## TASK
Return every line of the data below that includes the string "setLineDash".

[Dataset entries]
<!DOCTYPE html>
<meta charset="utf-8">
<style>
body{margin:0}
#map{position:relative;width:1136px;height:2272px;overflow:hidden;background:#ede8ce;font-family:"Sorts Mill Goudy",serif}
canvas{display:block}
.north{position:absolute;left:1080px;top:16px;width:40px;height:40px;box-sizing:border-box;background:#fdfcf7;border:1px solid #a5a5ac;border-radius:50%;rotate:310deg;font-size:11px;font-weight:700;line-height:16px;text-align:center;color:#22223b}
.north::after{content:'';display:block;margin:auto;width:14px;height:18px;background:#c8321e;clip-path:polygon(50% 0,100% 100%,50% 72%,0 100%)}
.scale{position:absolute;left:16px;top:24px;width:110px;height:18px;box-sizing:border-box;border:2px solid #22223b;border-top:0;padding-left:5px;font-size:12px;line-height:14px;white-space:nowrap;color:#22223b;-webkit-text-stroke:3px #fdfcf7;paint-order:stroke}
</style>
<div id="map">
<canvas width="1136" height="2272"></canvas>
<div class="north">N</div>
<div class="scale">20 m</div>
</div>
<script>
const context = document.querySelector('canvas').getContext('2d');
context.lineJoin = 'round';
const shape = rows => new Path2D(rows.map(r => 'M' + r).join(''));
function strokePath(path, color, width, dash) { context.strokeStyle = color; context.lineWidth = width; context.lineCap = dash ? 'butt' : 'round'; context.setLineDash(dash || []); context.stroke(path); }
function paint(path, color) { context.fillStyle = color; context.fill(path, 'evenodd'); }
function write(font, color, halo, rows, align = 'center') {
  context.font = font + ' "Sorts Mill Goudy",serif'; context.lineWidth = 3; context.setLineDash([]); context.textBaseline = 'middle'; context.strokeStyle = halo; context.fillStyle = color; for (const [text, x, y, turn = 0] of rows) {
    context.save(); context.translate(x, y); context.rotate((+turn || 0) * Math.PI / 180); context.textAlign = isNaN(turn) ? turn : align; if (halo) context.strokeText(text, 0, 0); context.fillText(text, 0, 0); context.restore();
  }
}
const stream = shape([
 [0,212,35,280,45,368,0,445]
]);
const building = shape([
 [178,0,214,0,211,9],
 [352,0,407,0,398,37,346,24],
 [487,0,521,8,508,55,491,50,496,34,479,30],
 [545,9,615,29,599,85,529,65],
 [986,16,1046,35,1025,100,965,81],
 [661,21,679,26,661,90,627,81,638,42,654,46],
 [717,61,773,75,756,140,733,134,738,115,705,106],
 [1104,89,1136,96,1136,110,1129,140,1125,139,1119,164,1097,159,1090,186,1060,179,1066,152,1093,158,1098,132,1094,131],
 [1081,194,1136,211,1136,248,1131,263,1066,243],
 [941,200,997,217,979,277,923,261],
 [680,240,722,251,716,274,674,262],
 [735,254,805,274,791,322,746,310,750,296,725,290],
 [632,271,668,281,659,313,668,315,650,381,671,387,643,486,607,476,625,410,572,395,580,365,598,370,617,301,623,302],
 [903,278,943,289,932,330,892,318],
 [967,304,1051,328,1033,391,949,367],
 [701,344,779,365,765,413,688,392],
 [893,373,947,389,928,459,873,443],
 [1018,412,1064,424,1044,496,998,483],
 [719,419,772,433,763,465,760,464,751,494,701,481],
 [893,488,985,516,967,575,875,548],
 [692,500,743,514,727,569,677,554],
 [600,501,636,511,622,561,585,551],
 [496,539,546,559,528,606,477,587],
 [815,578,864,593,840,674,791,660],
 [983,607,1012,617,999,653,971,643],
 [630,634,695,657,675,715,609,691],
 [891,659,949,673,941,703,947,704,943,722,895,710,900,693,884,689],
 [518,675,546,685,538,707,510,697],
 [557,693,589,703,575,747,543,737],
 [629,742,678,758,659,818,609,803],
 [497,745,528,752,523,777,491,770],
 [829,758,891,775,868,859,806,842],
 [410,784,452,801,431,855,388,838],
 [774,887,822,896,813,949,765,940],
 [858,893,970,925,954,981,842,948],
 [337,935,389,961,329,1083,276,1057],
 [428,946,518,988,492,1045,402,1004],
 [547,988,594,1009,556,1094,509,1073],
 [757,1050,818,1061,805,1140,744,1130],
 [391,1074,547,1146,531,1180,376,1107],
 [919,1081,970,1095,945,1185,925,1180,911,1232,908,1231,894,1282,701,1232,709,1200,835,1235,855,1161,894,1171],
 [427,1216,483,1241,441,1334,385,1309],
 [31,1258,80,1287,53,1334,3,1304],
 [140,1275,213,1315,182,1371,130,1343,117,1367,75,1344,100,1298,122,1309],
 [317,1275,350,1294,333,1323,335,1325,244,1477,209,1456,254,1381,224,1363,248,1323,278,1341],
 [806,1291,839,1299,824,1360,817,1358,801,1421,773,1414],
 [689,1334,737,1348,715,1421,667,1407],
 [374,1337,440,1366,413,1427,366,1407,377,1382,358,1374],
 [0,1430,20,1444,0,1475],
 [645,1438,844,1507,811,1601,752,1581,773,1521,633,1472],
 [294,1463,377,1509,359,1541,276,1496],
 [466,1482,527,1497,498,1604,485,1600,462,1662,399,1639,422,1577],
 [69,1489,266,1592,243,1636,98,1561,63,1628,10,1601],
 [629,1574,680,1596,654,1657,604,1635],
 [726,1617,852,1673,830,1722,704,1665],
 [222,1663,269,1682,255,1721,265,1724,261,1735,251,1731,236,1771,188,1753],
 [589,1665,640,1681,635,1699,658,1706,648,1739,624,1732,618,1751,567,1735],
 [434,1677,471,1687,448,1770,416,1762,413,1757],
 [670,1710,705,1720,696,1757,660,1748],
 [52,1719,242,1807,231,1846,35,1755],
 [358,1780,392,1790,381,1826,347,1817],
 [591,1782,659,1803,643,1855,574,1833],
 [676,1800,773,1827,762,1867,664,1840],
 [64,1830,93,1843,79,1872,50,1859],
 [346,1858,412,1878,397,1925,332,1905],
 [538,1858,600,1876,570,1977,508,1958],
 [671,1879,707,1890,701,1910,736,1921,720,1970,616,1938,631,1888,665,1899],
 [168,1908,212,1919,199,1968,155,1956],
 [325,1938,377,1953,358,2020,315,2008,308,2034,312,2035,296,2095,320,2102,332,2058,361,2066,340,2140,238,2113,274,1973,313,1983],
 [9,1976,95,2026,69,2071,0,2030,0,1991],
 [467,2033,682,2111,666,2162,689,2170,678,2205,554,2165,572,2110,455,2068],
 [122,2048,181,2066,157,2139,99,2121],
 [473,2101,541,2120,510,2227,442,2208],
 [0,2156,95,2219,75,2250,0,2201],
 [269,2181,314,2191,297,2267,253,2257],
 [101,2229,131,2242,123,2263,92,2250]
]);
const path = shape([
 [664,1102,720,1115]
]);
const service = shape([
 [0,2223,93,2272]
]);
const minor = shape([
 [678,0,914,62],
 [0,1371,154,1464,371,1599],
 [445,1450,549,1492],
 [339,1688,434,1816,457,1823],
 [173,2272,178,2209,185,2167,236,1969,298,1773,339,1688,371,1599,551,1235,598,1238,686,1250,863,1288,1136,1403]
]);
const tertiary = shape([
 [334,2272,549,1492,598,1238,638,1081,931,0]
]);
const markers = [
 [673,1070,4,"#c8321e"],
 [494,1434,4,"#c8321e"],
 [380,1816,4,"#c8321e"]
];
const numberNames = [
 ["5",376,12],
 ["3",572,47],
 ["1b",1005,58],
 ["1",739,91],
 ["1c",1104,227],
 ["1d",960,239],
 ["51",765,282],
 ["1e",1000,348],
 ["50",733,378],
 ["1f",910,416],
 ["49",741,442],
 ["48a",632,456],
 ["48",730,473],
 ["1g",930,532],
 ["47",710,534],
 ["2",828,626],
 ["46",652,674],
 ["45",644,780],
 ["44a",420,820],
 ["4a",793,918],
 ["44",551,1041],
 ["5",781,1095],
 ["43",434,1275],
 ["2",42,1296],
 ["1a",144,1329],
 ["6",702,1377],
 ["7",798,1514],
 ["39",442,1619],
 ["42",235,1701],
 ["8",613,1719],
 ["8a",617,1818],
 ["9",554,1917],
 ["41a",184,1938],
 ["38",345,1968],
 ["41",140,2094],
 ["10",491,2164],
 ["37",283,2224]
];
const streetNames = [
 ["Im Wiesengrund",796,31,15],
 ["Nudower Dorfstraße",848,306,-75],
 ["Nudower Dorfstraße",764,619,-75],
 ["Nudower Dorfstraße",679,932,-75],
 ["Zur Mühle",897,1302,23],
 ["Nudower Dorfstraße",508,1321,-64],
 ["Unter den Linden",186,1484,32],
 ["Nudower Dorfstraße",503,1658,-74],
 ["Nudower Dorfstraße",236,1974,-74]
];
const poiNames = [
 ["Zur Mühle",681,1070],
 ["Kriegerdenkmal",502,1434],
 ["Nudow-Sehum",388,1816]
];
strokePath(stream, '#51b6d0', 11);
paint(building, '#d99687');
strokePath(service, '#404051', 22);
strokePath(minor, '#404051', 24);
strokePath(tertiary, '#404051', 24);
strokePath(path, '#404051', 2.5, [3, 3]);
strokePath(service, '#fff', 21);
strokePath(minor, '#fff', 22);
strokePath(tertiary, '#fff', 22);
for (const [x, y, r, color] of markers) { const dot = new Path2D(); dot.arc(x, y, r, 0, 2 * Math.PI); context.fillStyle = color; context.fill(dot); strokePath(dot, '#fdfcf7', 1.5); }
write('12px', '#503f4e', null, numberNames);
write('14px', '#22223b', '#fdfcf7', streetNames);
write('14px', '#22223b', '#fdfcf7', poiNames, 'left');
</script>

## TASK ANSWER
function strokePath(path, color, width, dash) { context.strokeStyle = color; context.lineWidth = width; context.lineCap = dash ? 'butt' : 'round'; context.setLineDash(dash || []); context.stroke(path); }
  context.font = font + ' "Sorts Mill Goudy",serif'; context.lineWidth = 3; context.setLineDash([]); context.textBaseline = 'middle'; context.strokeStyle = halo; context.fillStyle = color; for (const [text, x, y, turn = 0] of rows) {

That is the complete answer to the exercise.